Mason Adams, whose distinctive voice became familiar to millions before he gained fame for the “Mary Tyler Moore” spin-off “Lou Grant,” died Tuesday at the age of 86.

The Emmy-nominated actor, who also voiced numerous radio roles and commercials, died of natural causes in his Manhattan home, report news sources.

Adams was born in Brooklyn, N.Y., on Feb. 26, 1919. He received a master’s degree in Theater Arts and Speech from the University of Wisconsin and later taught at New York’s Neighborhood Playhouse.

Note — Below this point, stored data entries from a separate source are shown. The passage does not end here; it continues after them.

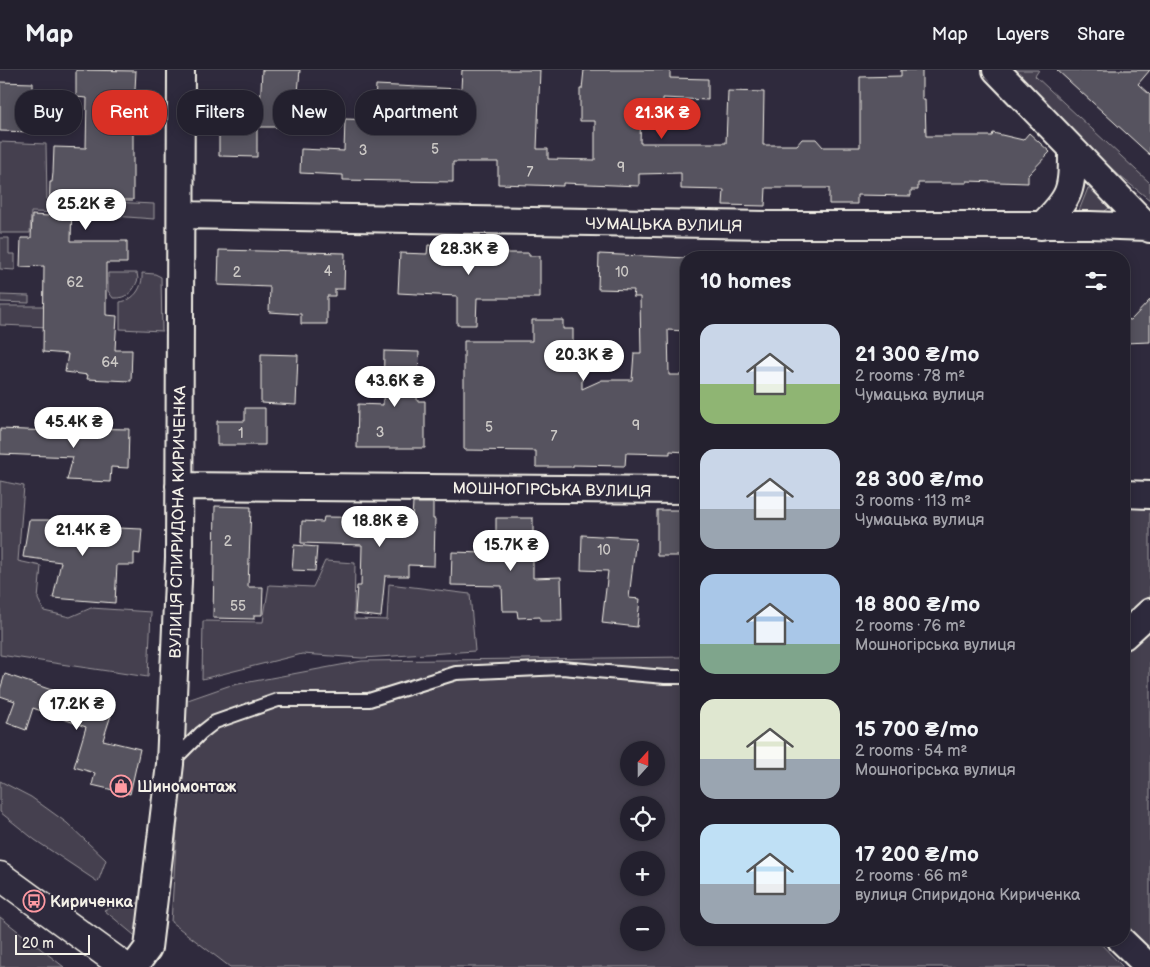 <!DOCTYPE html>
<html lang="en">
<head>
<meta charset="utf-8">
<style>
  body { margin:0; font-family:"Balsamiq Sans",sans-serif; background:#2b2836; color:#f1f3f6; height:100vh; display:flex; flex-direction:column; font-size:19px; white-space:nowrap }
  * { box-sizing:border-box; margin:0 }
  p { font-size:16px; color:#a3a3aa }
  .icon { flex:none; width:28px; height:28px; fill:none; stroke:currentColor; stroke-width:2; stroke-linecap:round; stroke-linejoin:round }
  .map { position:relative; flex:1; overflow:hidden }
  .side { position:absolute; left:680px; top:181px; width:450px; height:695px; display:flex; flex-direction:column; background:#23202e; border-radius:20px; box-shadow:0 2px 12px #0003,0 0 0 1px #403e4a }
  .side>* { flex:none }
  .top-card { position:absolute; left:15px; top:20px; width:475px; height:45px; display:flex; gap:10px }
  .needle { width:32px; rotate:21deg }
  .controls { position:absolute; left:620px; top:671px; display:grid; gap:10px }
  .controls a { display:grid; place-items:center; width:45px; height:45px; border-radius:50%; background:#23202e; box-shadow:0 2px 12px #0003,0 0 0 1px #403e4a; font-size:25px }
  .scale { position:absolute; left:15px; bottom:12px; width:75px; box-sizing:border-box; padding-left:5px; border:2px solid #f4f1e8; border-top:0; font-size:14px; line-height:18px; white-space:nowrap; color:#f4f1e8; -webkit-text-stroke:4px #2f2a3d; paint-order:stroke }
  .price { position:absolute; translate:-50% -42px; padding:0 11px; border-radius:18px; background:#fff; color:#222; font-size:16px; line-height:32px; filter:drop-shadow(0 1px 2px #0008) }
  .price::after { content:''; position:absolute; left:50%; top:30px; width:15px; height:11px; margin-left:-8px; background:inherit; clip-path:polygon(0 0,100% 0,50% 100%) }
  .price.selected { background:#d93025; color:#fff }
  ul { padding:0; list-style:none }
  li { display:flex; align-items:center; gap:15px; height:125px; padding:0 20px }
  li span { display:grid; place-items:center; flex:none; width:140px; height:100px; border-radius:15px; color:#555 }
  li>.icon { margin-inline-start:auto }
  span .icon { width:60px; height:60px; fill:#fffc; stroke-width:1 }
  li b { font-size:21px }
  h2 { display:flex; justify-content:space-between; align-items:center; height:60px; padding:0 20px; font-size:21px }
  .pill { padding:0 18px; border-radius:20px; background:#23202e; box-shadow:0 2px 12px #0003,0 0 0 1px #403e4a; font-size:18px; line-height:45px }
  .pill.selected { background:#d93025; color:#fff }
  header { display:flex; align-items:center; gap:30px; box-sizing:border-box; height:70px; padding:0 25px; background:#23202e; border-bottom:1px solid #403e4a }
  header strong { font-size:24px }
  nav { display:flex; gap:28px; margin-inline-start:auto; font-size:18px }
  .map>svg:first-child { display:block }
  .green { fill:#454050; stroke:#9c989c; fill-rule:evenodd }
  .building { fill:#56525f; stroke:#f4f1e8 }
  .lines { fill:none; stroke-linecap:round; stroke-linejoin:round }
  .service-casing { stroke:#f4f1e8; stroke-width:16 }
  .minor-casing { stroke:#f4f1e8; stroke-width:30 }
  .primary-casing { stroke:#f4f1e8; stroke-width:31 }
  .service { stroke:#2f2a3d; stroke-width:12 }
  .minor { stroke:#2f2a3d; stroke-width:26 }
  .primary { stroke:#2f2a3d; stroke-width:28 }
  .labels { text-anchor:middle; stroke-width:4; stroke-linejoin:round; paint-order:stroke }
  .number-label { font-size:14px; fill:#ccc9c6 }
  .street-label { font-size:16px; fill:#f4f1e8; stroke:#2f2a3d }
  .poi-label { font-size:16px; font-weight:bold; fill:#f4f1e8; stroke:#2f2a3d; text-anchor:start }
</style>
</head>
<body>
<header>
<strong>Map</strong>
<nav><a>Map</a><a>Layers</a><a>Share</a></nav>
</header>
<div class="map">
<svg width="1150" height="897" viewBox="0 0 1150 897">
  <rect width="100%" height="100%" fill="#2f2a3d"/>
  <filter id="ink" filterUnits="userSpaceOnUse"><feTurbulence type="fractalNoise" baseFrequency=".02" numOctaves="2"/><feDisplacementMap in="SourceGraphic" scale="10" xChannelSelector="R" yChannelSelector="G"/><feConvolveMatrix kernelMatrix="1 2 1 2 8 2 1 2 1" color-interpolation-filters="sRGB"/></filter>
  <g filter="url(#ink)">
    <path class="green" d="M1009,0H1039L1035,6L1150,113V130L1122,108L1082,71Z
      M0,72L46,74L47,129L154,134V149L74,143L31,142L30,163H0Z
      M1088,118L1096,122L1109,138L1101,144L1076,148Z
      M0,168H9V184H15V200L0,199Z
      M108,203H137L138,209C134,221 127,229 113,228L108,221Z
      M142,203L155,204L161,207L162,261L120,259V232C135,230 143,217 142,203Z
      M0,225L29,226V233L0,232Z
      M0,236H99L100,259L0,255Z
      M0,411L24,416L18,491L41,496L38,529L44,541L70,547L91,538L151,542L148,607L0,585Z
      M1124,434L1150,435V533L1124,556Z
      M325,491L355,493L354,549L387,550L389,514L470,524L475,581L362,588L302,584L202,609L203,551L263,552L269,515L313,517Z
      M1150,553V879L1124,858V578Z
      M686,587V870H1097L1123,897H230L171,852L185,631L228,616L362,591ZM629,680H656V708H629ZM629,735H656V762H629ZM629,790H656V818H629ZM629,845H656V872H629Z
      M0,711L31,727L67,753L106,790L98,812L35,770L0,742Z
      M148,828L142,868L134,865L104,840L109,838L131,836Z
      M0,847L64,897H0Z"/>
    <path class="building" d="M76,0L136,1L134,39H133V130H72L71,171H127V193H106V245L117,246L115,280H132L131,311L87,309L88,305L65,302L68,284L43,282L44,196L20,197L21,168H31L32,145L49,146L50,112H52L53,103L54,77L86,78L87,28L76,27Z
      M262,0H300L295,57H259Z
      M462,0H540L537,79H548V89L595,90V51H580V19H582L584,0H670V8L708,9V30L663,28V35H641L640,73H726L728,21L764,22L763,75H797L802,69H816L823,77H860V7L901,6V0H922V29H925L926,66H992L993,63L1023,70L1029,63L1050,82L1028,105V113L967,111V113H918V120H911V126L857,125V134H829V118H766L765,136L723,135L724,120L681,119V103L639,104V116L563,113V116L498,114V92H453V112L343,110V105L300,103L301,79L344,81L345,49L374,50L376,15L461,19Z
      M1057,0H1150L1138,14L1150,25V85Z
      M0,12L33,13V62L0,61Z
      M219,42L257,43V87L219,86Z
      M451,168H475L474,183H529V186H540V228H477L476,255H457V226L398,223L400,183L427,184L428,175L450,177Z
      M219,180L345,183L344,219H335V226H327V254H301V244L269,242L270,217L218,215Z
      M599,184L686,188V261L668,260L669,305H686V382L670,381V384L626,383L625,396L573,395V397H536V381L464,380V271H532V250H563V259H573V284H582V319L602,310H632L634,283H641L640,227H633L634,220L598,219Z
      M1150,230V272L1124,273V249L1131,250Z
      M384,281L419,282L417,331H425V378H357L358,334L383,335Z
      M261,284L298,285L296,335L261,333Z
      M245,338H265V375H217V351H245Z
      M77,358L129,359L128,398L111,397L110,412L67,410L73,387L0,384V359L77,362Z
      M413,433H433V449H435L434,496L408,495V506H385L381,547L355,544L357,516H361L362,475L301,473L302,451L323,452L324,447L412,448Z
      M215,436L251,437L248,517H263L262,545H254V549L213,548Z
      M657,440H686V486H657Z
      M496,448H533V508L561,507L562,551H540V547L518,548L517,541H503L502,516L451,515L452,482L484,483V467H496Z
      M29,450H48L70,454L69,456L142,459L140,484L134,483V495H117L115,533L53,528L61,492L23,487Z
      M582,465L636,468L629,528L640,529L637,557L602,553L608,501L581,500Z
      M294,475L317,477L315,501L292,500Z
      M5,604L66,625L68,621L102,633L99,641L111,645L103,670L140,679L130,724L92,715L95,703L74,697L86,657L33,638L26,660L7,653L15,631L0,626V620Z"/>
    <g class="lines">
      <g class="service-casing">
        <path id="service" d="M173,691L201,663L215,652L278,630H369L456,603L562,598L665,607H686"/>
      </g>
      <g class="minor-casing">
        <path id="minor" d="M996,0L1150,159
          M181,145L768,155H1090L1148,157
          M1041,156C1072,126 1072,120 1072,79
          M179,416L686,420
          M1124,424L1150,425
          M1124,566L1150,542
          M1121,870L1149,897
          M134,897L148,878L170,694L179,488L181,0"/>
      </g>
      <g class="primary-casing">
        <path id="primary" d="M0,806L125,897"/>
      </g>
      <use href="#service" class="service"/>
      <use href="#minor" class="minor"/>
      <use href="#primary" class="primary"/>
    </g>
  </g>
  <defs>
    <g id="shop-ring" transform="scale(1.125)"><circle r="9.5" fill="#2f2a3d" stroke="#ff9aa2" stroke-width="1.5"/><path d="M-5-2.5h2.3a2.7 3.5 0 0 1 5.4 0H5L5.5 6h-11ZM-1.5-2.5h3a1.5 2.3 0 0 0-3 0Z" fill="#ff9aa2"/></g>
    <g id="bus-ring" transform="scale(1.125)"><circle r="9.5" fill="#2f2a3d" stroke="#ff9aa2" stroke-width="1.5"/><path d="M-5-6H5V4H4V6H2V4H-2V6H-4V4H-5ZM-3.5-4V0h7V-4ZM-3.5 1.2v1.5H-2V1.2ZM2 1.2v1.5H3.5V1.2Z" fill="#ff9aa2"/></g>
  </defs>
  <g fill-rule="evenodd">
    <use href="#shop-ring" x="121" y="716"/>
    <use href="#bus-ring" x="34" y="831"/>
  </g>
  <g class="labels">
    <g class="number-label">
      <text x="435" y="84">5</text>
      <text x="363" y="85">3</text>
      <text x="621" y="102">9</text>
      <text x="530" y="107">7</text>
      <text x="328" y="206">4</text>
      <text x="237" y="207">2</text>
      <text x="622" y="207">10</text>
      <text x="75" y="217">62</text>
      <text x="110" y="297">64</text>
      <text x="636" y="360">9</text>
      <text x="489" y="362">5</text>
      <text x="380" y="367">3</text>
      <text x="241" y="368">1</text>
      <text x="554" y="371">7</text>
      <text x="228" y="476">2</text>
      <text x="604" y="485">10</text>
      <text x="238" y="541">55</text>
    </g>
    <g class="street-label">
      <text transform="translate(664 154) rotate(1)" y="6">ЧУМАЦЬКА ВУЛИЦЯ</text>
      <text transform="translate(552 419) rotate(1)" y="6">МОШНОГІРСЬКА ВУЛИЦЯ</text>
      <text transform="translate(177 452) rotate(-89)" y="6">ВУЛИЦЯ СПИРИДОНА КИРИЧЕНКА</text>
    </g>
    <g class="poi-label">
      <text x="137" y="722">Шиномонтаж</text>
      <text x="50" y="837">Кириченка</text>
    </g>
  </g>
</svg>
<div class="controls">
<a><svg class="needle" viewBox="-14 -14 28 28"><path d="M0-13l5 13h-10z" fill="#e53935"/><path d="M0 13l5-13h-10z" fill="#a3a3aa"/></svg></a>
<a><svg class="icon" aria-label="locate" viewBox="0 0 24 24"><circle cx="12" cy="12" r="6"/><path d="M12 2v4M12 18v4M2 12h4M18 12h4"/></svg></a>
<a>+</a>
<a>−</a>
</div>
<div class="scale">20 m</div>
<b class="price selected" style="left:662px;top:70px">21.3K ₴</b>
<b class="price" style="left:86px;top:161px">25.2K ₴</b>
<b class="price" style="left:469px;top:206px">28.3K ₴</b>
<b class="price" style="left:584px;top:312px">20.3K ₴</b>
<b class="price" style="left:395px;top:338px">43.6K ₴</b>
<b class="price" style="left:74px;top:379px">45.4K ₴</b>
<b class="price" style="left:380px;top:478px">18.8K ₴</b>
<b class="price" style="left:83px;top:487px">21.4K ₴</b>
<b class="price" style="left:511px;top:502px">15.7K ₴</b>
<b class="price" style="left:77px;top:661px">17.2K ₴</b>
<div class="top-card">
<a class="pill">Buy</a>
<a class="pill selected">Rent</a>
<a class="pill">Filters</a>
<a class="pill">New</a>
<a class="pill">Apartment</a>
</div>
<section class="side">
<h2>10 homes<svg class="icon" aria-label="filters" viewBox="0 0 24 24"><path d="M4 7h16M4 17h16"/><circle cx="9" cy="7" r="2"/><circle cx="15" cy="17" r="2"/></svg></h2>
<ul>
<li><span style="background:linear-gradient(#c9d6e8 60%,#8fb573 0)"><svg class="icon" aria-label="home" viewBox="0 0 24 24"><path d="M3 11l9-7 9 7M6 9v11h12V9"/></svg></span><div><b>21 300 ₴/mo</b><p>2 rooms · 78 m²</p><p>Чумацька вулиця</p></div></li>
<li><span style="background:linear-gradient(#c9d6e8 60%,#9aa5b1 0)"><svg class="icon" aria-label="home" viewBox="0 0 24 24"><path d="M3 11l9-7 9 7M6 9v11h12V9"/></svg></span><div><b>28 300 ₴/mo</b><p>3 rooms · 113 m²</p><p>Чумацька вулиця</p></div></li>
<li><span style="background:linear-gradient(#a9c7e8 70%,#7fa58c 0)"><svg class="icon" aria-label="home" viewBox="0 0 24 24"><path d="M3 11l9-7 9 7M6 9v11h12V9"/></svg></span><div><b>18 800 ₴/mo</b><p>2 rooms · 76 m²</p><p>Мошногірська вулиця</p></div></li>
<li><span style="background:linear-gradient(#dfe7d0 60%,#9aa5b1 0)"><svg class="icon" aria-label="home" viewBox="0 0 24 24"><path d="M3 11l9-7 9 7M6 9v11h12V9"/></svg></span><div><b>15 700 ₴/mo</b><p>2 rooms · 54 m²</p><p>Мошногірська вулиця</p></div></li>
<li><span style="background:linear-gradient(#bfe0f5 60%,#9aa5b1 0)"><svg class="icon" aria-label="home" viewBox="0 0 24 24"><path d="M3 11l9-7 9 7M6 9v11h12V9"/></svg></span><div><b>17 200 ₴/mo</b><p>2 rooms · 66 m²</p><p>вулиця Спиридона Кириченка</p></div></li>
</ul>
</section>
</div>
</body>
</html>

Although he had what one colleague described as a “non-actor’s face,” Adams used his gravelly, friendly voice to advantage. He began working in radio in the 1940s, playing the title role in the soap opera “Pepper Young’s Family.” He was also heard on the “Batman” serials, “Golden Age,” on the “CBS Mystery Theater” series and as the nefarious Atom Man on the “Superman” serials.

He finally gained recognition as Charlie Hume on CBS’ “Lou Grant” sitcom, earning three consecutive Emmy nominations beginning in 1979.

Adams continued to do voice work and can still be heard as the pitchman in Cadbury Eggs and Smuckers commercials, the latter which always concluded with the tagline: “With a name like Smuckers, it’s got to be good.”

His film work includes parts in “F/X,” “Son in Law” and “Houseguest.” During his later years, he continued to act on stage, with one of his final roles in Arthur Miller’s “The Man Who Had All the Luck” in 2002.